# Rational equations word problem: combined rates (exampleÂ 2)

CCSS Math: HSA.CED.A.2, HSA.REI.A.2

## Video transcript

Working together Anya and
Bill stained a large porch deck in 8 hours. Last year Anya stained
the deck by herself. The year before Bill painted it
by himself, but took twice as long as Anya did. How long did Anya and Bill take
when each was painting the deck alone? So let's define some
variables here. Let's define A. Let's define A as number
of hours for Anya to paint a deck. And so we could say that
Anya paints, or has A hours for one deck. Or we can invert this and
say that she can do 1/A decks per hour. Now, let's do another variable
for Bill just like that. Let's define B as the
number of hours for Bill to paint a deck. And so for Bill, he can paint--
it takes him B hours per deck, per one deck. We could put it over
1 there if we want. We don't have to. And this is the same thing as
saying that he can do 1 deck per every B hours. Or another way to think
of it, is he can do 1/B deck per hour. Now, when they work together,
Anya and Bill stained a large porch deck in 8 hours. So let's write this down. Anya plus Bill-- I'll
do it in orange. Anya and Bill. This information right here. Anya and Bill stained a large
porch deck in 8 hours. So we could say 8
hours per deck. Or 8 hours per 1 deck, which is
the same thing as saying 1 deck per 8 hours. And this is going to be
the combination of each of their rates. So this 1 deck of per 8 hours,
this is going to be equal to Anya's rate, 1/A decks per
hour, plus Bill's rate. Plus-- do that same color. Plus 1/B decks per hour. So we have one equation
set up. Let me scroll down
a little bit. And I won't write the
units any more. We have 1/8 is equal
to 1/A plus 1/B. Now, we have two unknowns, so
we need another equation if we're going to solve these. Let's see. It tells us, it tell this right
here the year before Bill painted it by himself,
but took twice as long as Anya did. So the number of hours it takes
Bill to paint the deck is twice as long as the number
of hours it takes Anya to paint a deck. So B is equal to 2A. The number of hours Bill takes
is twice as the number of hours Anya takes per deck. So B is equal to 2A. So we can rewrite this equation
as-- I'll stick to the colors for now. We could say 1/8 is equal
to 1 over Anya. Instead of writing 1 over Bill
we would write, so plus 1 over Bill is 2 times Anya. The number of hours Bill takes
is two times the number of hours Anya takes. So 2 times Anya. And now we have one equation
and one unknown. And we can solve for A. And the easiest way to solve for
A right here is if we just multiply both sides of
the equation by 2A. So let's multiply both
sides of this by 2A. Multiply the left side by 2A. Actually, let's multiply both
sides by 8A, so we get rid of this 1/8 as well. And then multiply the right-hand
side by 8A as well. The left-hand side, 8A divided
by 8 is just A. A is equal to-- 1/A times 8A
is just going to be 8. 1/2A times 8A. 8A divided by 2A is 4. So A, the number of hours it
takes Anya to paint a deck-- and I made it lowercase, which
I shouldn't have. Well, these should all be capital A's. This is A is equal to
8A over A is 8. 8A over 2A is 4. So the number of hours it takes
Anya to paint a deck, or A, is 12 hours.
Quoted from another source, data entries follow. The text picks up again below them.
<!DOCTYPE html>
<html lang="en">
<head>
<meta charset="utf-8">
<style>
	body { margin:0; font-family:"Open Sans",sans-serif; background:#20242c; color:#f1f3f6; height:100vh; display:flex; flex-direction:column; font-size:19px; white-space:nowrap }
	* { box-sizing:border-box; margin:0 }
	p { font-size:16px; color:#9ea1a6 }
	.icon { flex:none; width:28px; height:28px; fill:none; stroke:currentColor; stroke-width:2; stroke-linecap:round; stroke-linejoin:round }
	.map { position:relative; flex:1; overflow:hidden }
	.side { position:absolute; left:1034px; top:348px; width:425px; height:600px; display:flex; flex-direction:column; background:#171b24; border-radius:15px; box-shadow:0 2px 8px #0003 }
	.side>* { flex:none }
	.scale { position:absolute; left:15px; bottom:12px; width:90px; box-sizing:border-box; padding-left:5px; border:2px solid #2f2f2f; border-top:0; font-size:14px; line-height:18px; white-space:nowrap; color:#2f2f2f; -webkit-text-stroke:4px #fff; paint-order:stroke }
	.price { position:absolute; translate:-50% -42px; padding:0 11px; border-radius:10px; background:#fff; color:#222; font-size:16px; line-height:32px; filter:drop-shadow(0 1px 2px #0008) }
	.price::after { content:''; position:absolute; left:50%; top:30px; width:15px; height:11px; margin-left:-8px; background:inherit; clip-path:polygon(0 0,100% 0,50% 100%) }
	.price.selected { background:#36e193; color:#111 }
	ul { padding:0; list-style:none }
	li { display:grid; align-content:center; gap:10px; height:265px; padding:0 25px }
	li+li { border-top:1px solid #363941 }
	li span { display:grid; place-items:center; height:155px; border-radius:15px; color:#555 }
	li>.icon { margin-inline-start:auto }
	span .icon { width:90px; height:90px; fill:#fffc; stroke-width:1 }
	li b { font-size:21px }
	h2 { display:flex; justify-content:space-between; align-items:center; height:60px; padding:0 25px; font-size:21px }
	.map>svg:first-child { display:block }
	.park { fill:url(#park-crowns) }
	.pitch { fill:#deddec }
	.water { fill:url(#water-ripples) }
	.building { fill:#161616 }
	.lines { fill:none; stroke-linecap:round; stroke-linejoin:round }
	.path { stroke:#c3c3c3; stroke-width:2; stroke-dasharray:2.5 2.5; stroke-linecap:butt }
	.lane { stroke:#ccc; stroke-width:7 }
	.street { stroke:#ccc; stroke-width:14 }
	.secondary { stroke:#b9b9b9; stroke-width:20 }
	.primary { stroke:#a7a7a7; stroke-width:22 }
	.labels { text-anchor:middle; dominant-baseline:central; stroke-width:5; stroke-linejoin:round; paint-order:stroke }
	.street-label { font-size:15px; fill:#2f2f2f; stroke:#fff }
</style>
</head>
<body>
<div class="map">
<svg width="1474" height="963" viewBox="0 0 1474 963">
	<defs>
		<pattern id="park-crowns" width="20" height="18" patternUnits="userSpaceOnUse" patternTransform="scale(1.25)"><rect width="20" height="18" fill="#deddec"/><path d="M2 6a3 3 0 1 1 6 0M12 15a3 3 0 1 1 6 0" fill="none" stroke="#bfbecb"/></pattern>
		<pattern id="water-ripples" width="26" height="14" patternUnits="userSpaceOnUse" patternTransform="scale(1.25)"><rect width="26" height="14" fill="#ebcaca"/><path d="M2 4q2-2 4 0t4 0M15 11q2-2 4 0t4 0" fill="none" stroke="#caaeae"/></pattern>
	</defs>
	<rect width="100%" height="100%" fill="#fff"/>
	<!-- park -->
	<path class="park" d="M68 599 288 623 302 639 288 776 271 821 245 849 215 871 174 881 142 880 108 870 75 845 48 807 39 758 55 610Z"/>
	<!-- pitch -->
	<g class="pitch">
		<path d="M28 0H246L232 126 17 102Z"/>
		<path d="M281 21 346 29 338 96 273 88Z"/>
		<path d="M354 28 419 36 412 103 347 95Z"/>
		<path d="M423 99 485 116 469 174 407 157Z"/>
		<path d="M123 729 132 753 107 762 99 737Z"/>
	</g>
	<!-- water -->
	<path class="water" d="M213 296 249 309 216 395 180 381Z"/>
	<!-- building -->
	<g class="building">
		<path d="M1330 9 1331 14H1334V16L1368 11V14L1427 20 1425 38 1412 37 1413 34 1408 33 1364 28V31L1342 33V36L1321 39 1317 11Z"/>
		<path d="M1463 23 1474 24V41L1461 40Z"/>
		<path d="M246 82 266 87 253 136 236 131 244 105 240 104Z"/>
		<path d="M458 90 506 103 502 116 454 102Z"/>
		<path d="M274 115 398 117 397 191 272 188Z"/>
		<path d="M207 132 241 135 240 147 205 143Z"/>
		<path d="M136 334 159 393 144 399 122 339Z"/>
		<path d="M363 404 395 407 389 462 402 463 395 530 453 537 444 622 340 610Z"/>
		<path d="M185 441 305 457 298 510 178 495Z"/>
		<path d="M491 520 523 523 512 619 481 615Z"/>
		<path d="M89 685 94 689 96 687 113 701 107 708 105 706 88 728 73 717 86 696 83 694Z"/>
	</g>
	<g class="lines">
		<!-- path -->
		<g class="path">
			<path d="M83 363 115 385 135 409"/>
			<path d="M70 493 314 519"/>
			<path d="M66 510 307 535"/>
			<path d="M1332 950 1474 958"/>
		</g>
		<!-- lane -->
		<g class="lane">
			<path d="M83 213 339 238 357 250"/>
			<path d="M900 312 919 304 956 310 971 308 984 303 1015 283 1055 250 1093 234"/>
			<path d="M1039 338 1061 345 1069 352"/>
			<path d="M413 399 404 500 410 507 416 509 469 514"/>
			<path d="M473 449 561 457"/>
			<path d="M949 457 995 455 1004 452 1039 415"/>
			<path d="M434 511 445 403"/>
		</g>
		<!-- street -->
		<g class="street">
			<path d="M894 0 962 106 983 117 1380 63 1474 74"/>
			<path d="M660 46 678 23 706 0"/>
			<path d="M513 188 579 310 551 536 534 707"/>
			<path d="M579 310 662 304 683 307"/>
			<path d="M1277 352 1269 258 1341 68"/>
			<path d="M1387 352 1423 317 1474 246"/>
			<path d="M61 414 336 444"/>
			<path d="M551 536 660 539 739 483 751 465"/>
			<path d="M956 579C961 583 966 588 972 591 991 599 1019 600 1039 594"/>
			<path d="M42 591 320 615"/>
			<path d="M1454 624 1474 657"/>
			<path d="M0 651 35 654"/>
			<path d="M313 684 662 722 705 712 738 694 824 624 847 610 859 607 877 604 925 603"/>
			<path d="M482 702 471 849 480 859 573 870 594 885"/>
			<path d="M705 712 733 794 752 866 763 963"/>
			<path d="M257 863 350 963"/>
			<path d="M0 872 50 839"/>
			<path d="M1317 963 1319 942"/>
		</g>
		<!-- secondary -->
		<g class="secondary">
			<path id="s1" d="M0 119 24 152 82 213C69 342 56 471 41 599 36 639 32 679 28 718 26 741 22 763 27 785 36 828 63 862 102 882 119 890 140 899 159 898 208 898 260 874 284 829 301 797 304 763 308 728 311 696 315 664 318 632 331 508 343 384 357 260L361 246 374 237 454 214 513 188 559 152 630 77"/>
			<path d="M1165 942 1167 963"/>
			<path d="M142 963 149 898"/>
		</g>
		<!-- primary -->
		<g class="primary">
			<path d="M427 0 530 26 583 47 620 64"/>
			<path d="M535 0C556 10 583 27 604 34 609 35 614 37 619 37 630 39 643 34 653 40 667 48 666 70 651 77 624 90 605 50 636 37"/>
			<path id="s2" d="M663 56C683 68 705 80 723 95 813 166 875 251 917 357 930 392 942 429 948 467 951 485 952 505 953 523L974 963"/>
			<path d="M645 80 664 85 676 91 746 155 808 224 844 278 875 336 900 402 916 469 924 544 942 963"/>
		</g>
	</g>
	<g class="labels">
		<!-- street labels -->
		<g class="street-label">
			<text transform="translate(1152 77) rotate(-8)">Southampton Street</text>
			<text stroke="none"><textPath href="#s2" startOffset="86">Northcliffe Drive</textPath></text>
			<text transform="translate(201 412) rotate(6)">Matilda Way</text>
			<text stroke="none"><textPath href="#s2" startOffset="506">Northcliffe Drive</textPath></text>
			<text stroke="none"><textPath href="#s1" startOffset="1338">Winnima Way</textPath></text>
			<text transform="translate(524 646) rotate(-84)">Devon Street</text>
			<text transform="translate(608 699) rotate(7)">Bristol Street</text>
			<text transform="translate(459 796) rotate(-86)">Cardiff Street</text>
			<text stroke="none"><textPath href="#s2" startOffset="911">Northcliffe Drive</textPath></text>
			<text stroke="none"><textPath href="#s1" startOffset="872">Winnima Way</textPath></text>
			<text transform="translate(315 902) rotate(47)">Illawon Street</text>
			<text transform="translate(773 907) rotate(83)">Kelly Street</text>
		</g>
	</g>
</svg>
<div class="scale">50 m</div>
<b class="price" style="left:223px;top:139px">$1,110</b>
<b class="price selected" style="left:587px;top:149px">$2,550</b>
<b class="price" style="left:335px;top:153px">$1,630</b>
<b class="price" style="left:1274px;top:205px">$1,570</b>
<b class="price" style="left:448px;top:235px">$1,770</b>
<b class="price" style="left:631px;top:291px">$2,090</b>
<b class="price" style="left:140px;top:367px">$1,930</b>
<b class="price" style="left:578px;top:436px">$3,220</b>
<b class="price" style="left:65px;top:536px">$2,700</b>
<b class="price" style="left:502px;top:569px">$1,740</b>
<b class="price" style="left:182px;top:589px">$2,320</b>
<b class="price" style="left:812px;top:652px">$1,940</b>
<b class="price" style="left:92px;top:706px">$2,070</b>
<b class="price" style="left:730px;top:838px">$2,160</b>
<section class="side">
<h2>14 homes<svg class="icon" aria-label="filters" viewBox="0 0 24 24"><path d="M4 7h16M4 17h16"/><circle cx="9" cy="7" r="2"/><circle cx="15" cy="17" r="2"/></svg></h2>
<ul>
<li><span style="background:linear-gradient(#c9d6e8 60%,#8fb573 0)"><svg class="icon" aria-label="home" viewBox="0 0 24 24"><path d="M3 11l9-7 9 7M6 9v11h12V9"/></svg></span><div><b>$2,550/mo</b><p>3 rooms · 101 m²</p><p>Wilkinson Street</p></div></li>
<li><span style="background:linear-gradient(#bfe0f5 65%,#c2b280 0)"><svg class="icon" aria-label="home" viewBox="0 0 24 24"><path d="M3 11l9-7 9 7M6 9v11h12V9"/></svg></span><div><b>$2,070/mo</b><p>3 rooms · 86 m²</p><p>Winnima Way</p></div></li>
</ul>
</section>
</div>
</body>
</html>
Now what are they asking
over here? They're asking, how long did
Anya and Bill take when each was painting alone? So we figured out Anya. It takes her 8 hours. And then we know that it takes
Bill twice as long as Anya. Bill is two times A. So bill is going to
be 2 times 12. So Bill is equal to 2 times
Anya, which is equal to 2 times 12 hours. Which is equal to 24 hours. So when they're alone it would
take Anya 12 hours, it would take Bill 24 hours. When they do it combined,
it takes 8 hours. Which makes sense. Because if Bill took 12 hours
by himself, combined they would take 6 hours, they would
take half as long. But Bill isn't that efficient. He's not as efficient as
Anya, so it takes them a little bit longer. Takes them 8 hours. But it makes sense that combined
they're going to take less time than individually.